## Action item:
Below are the records. Gather each line that holds "Elevação".

Saved entries:
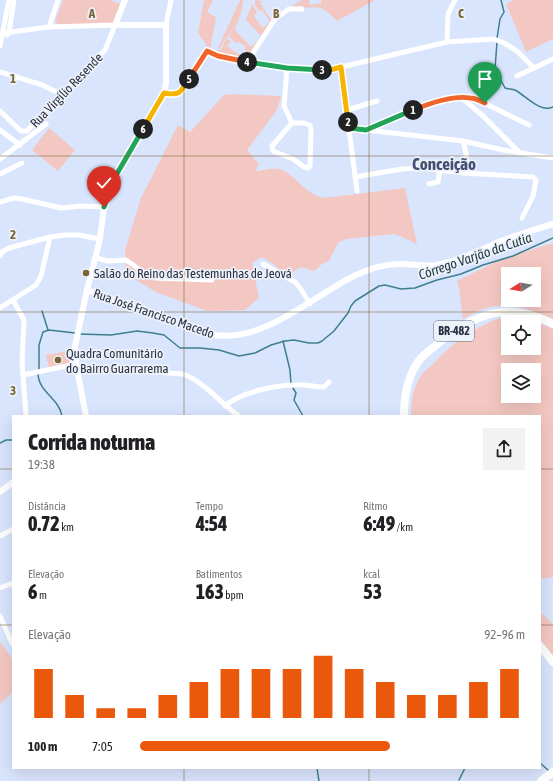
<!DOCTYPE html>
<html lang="pt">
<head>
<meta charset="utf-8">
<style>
	body { margin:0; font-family:"Asap Condensed",sans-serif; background:#f2f2f2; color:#202124; height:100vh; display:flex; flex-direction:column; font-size:15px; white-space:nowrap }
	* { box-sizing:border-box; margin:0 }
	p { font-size:13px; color:#757577 }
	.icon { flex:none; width:22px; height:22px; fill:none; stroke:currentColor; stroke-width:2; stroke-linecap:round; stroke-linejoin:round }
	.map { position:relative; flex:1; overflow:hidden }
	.drawer { position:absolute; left:12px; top:415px; width:529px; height:354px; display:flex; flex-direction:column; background:#fff; border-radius:0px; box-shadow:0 4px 16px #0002 }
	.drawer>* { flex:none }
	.needle { width:26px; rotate:259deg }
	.controls { position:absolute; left:501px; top:267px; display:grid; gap:8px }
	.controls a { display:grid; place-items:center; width:40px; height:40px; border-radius:0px; background:#fff; box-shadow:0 4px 16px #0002; font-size:20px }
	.pin { position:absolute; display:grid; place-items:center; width:34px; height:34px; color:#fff; margin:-41px -17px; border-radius:50% 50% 50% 0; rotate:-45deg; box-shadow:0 0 4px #0007 }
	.pin .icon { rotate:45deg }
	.km { position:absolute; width:20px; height:20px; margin:-10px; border-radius:50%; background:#222; color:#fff; font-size:11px; line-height:20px; text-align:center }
	.round { display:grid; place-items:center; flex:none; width:42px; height:42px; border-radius:0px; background:#f2f2f2 }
	.overview { display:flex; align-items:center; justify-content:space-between; height:68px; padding:0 16px }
	h1 { font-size:22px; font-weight:800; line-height:30px }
	.figures { display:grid; grid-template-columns:repeat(3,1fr); gap:6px; height:68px; padding:4px 16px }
	.figures div { display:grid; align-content:center }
	.figures b { font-size:20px; font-weight:800 }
	.figures small { font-size:11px; font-weight:400 }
	.figures p { font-size:11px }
	.chart { height:112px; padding:8px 16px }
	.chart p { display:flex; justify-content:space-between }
	.chart svg { width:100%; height:72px; margin-top:4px; stroke:#ea580c; stroke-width:6 }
	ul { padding:0 16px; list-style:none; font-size:13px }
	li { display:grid; grid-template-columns:64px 48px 1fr; align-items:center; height:30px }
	li i { height:10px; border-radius:5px; background:#ea580c }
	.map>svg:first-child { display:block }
</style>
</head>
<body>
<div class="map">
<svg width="553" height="781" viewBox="0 0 553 781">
	<rect width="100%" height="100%" fill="#d9e4fd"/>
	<!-- green -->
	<g fill="#f4c8c2" fill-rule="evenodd">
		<path d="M63,0H109L121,4L113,24H57L55,22Z"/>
		<path d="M204,0H213L207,12L216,17L210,50L198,33Z"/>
		<path d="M240,0H243L241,13L235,30L251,47L262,37L246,20L245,21L252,5L257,12L254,16L263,28L270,22L262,10L259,11L255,5V0L263,1L260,3L271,20L282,13L262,37L245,60L216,54L218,49L221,50L226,38L231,41L227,46L244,58L249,53L245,50V46L239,42L237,43L235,41L234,43L233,40L229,37L238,18L228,37H226L220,48H218Z"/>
		<path d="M302,0H309L310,5L321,3V0H375L337,21C323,7 323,6 303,8L302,6H298V8H289Z"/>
		<path d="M514,0H553V39L526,52L506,4Z"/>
		<path d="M232,94L281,96L277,110L247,150L255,160L259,163L256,171C264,170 274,167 282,170C297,177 305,194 324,198L405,188L417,244L400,236L393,234L346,239L338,243L329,261L322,264L314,271C299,266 300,266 288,276L272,263L261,257L252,263L259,298L245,310L207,311L156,292L126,274L125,250L141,198L178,125L190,132L224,95Z"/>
		<path d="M49,128L75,150L58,171L32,150Z"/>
		<path d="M553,243V319C519,304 496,298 463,319L459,289L457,281L501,259ZM508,274H534V300H508Z"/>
		<path d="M504,317C522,317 537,321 553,329V577L540,579V416H411C411,405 412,393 417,383C421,373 428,369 435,362C454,341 477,325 504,317ZM508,322H534V348H508ZM508,370H534V396H508Z"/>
		<path d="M68,351L71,364L49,368L46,355Z"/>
		<path d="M540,612L553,624V656L540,639Z"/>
		<path d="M0,642L11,657L13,662V692L0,704Z"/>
	</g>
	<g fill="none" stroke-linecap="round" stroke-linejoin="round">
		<!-- stream -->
		<g stroke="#3e808d" stroke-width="1.5">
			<path d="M497,38L500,19L504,12L501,0"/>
			<path d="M497,42L495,69L505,88C508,89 511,89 515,90C526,96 540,113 553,107"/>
			<path d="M42,311L48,330"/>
			<path d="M79,334L111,335L137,331L153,333L164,335L180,348H200L219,350L239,356L255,353L271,345L285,341L294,340L309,343H318L322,341L334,331L348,313L351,306L355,301L379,286L385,285L401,289L415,288L437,280L461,274L483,265L513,256L553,238"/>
			<path d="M283,341L290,370L291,384"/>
			<path d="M39,370V345L43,332L49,330L75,333"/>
			<path d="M38,373C38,392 59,398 62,416"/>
			<path d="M293,388L296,393L294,400L303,416"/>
			<path d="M0,443L6,440H13"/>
			<path d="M540,763L548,770"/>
			<path d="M317,768L319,781"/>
			<path d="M459,780L465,768"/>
		</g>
		<!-- minor -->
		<g stroke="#fff" stroke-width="5">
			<path d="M166,25L171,0"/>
			<path d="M49,27L58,0"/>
			<path d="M3,33L49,27L117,25"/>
			<path d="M7,35L9,32L14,0"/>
			<path d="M447,42L448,14L455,0"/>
			<path d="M0,46L9,0"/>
			<path d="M247,62L275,19L289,9H302"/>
			<path d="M341,67L357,191"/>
			<path d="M287,68L284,106L292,123"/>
			<path d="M0,72L42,85L61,94"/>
			<path d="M517,76L553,59"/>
			<path d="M164,93C166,93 171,95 173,95C184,94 201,60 207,51L233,59L287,68L330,70L341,67L447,42L494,39L504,43L517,51L534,68"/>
			<path d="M462,98L470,97L476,99L529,125"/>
			<path d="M347,110L377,101"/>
			<path d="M0,111L21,131H27L105,50L115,25"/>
			<path d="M292,123H304L310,125L311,129L310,166L308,168L304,167L293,159L273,151L272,146Z"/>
			<path d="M349,128L463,141L503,150L553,158"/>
			<path d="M0,130L20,145"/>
			<path d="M367,130C397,115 428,102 462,98L483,116L520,153"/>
			<path d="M463,141C466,152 469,162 464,173"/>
			<path d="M0,159L46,124"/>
			<path d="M0,174L22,163"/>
			<path d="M355,177L402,169L420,168L464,173L533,177L536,180L533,196L522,218"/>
			<path d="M429,184L438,182L440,170"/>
			<path d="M0,202L14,198L22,199L61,208L81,206L104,207"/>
			<path d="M0,256L2,252L9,248L50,237L65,235H79L100,239"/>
			<path d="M96,258L108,261L126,260L149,276L155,278L212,280"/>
			<path d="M263,264L295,282L300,288L310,304"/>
			<path d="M13,300L24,320L22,362L26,416"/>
			<path d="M0,308L36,285L41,276L50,237"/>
			<path d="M77,367L183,374C205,382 220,403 239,416"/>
			<path d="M23,375L76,364"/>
			<path d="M225,406C241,392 276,385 296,385C306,384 315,387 324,387L329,382"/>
			<path d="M0,536L13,529"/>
			<path d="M0,588L13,583"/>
			<path d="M0,616L12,643"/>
		</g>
		<!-- tertiary -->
		<g stroke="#fff" stroke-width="6">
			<path d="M115,25L125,0"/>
			<path d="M87,290L214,335C264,343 314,295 356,275C369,269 385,264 400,264C412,264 424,267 436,265C460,261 480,250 501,241C518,235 536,229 553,224"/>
			<path d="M86,416L76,364L75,346L87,290L100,239L104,207L115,177L164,93L166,83V25H119"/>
			<path d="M0,492L13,482"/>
		</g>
		<!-- trunk -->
		<g stroke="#fff" stroke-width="8">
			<path d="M404,416C404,399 407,380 416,365C420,357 428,352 435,346C457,327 485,309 515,312C529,313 541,318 553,324"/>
			<path d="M540,646L553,662"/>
			<path d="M541,781L553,772"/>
		</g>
	</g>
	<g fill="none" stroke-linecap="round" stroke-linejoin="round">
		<!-- split-1 casing -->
		<g stroke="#fff" stroke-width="8">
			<path id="split-1" d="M413,110C428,104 454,95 470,98C475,98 481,101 485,103"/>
		</g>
		<!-- split-2 casing -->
		<g stroke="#fff" stroke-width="8">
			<path id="split-2" d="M348,122L349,128L366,130L413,110"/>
		</g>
		<!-- split-3 casing -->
		<g stroke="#fff" stroke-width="8">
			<path id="split-3" d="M322,70H330L341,67L348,122"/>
		</g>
		<!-- split-4 casing -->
		<g stroke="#fff" stroke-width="8">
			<path id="split-4" d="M247,62L287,68L322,70"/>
		</g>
		<!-- split-5 casing -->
		<g stroke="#fff" stroke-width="8">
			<path id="split-5" d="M189,79L207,51L218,56L247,62"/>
		</g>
		<!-- split-6 casing -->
		<g stroke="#fff" stroke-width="8">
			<path id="split-6" d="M143,129L164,93C180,96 181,92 189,79"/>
		</g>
		<!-- split-7 casing -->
		<g stroke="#fff" stroke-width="8">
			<path id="split-7" d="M104,207L115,177L143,129"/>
		</g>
		<!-- split-1 -->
		<use href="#split-1" stroke="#f0652b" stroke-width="5"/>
		<!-- split-2 -->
		<use href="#split-2" stroke="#22a559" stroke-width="5"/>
		<!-- split-3 -->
		<use href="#split-3" stroke="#f5b400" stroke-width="5"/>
		<!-- split-4 -->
		<use href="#split-4" stroke="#22a559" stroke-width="5"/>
		<!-- split-5 -->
		<use href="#split-5" stroke="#f0652b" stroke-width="5"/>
		<!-- split-6 -->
		<use href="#split-6" stroke="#f5b400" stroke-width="5"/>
		<!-- split-7 -->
		<use href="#split-7" stroke="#22a559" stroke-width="5"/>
	</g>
	<!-- grid -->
	<path fill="none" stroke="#7a6534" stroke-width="1" stroke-opacity="0.55" d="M184,0V416M369,0V416M0,156H553M0,312H553M0,469H13M540,469H553M0,625H13M540,625H553M184,768V781M369,768V781"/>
	<!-- markers -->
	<g fill="#7a6534" stroke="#edf1f9" stroke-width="1.5">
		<circle cx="86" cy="273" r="4"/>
		<circle cx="58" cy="360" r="4"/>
	</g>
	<g text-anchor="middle" stroke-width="3.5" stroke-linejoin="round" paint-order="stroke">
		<!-- shield labels -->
		<rect fill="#edf1f9" stroke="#666b79" stroke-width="1" x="434" y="321" width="40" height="20" rx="3"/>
		<g font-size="12" font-weight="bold" fill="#2c3242">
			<text x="454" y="335">BR-482</text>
		</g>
		<!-- street labels -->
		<g font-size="13" fill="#2c3242" stroke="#edf1f9">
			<text transform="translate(66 90) rotate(-46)" y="5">Rua Virgílio Resende</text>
			<text transform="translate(154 313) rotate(19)" y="5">Rua José Francisco Macedo</text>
		</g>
		<!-- poi labels -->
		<g font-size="13" fill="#2c3242" stroke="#edf1f9" text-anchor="start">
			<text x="94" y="278">Salão do Reino das Testemunhas de Jeová</text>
			<text x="66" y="358">Quadra Comunitário<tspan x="66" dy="15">do Bairro Guarrarema</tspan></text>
		</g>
		<!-- water labels -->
		<g font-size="14" font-style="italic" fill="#1d393d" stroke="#edf1f9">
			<text transform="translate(475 256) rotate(-19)" y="5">Córrego Varjão da Cutia</text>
		</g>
		<!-- district labels -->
		<g font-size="17" font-weight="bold" fill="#425073" stroke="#edf1f9">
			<text x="444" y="170">Conceição</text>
		</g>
	</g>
	<g font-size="13" text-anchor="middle" font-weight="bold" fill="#7a6534" stroke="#edf1f9" stroke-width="3.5" stroke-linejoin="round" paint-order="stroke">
		<text x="92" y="18">A</text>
		<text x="276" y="18">B</text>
		<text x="461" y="18">C</text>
		<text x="13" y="83">1</text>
		<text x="13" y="239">2</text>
		<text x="13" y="395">3</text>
	</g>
</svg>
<div class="controls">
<a><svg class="needle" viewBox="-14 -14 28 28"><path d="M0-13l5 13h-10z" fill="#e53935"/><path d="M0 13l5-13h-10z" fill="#757577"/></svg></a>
<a><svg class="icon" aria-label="locate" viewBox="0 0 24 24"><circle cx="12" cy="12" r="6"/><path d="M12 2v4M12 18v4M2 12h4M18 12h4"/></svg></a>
<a><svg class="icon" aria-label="layers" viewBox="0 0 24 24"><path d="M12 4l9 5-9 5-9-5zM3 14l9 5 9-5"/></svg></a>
</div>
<div class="pin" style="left:485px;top:103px;background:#1e9e55"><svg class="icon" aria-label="arrive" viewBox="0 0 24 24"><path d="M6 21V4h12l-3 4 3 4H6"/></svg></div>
<div class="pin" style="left:104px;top:207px;background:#d93025"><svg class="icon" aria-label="check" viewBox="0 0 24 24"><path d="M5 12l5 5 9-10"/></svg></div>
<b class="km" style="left:413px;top:110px">1</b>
<b class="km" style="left:348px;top:122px">2</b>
<b class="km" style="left:322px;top:70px">3</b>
<b class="km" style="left:247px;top:62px">4</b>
<b class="km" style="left:189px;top:79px">5</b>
<b class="km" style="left:143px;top:129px">6</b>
<section class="drawer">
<div class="overview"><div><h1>Corrida noturna</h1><p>19:38</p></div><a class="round"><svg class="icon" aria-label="share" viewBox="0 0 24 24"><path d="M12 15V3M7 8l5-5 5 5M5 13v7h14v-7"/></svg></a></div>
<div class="figures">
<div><p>Distância</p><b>0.72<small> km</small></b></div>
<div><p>Tempo</p><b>4:54</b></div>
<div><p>Ritmo</p><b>6:49<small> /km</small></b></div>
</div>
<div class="figures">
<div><p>Elevação</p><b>6<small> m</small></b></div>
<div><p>Batimentos</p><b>163<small> bpm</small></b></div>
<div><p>kcal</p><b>53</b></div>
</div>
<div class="chart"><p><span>Elevação</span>92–96 m</p>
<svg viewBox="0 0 160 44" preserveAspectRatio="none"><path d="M5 44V14M15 44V30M25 44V38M35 44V38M45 44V30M55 44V22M65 44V14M75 44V14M85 44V14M95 44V6M105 44V14M115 44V22M125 44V30M135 44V30M145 44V22M155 44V14"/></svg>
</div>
<ul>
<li><b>100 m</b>7:05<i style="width:65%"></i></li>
</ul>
</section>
</div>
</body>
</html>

## Finished exercise:
<div><p>Elevação</p><b>6<small> m</small></b></div>
<div class="chart"><p><span>Elevação</span>92–96 m</p>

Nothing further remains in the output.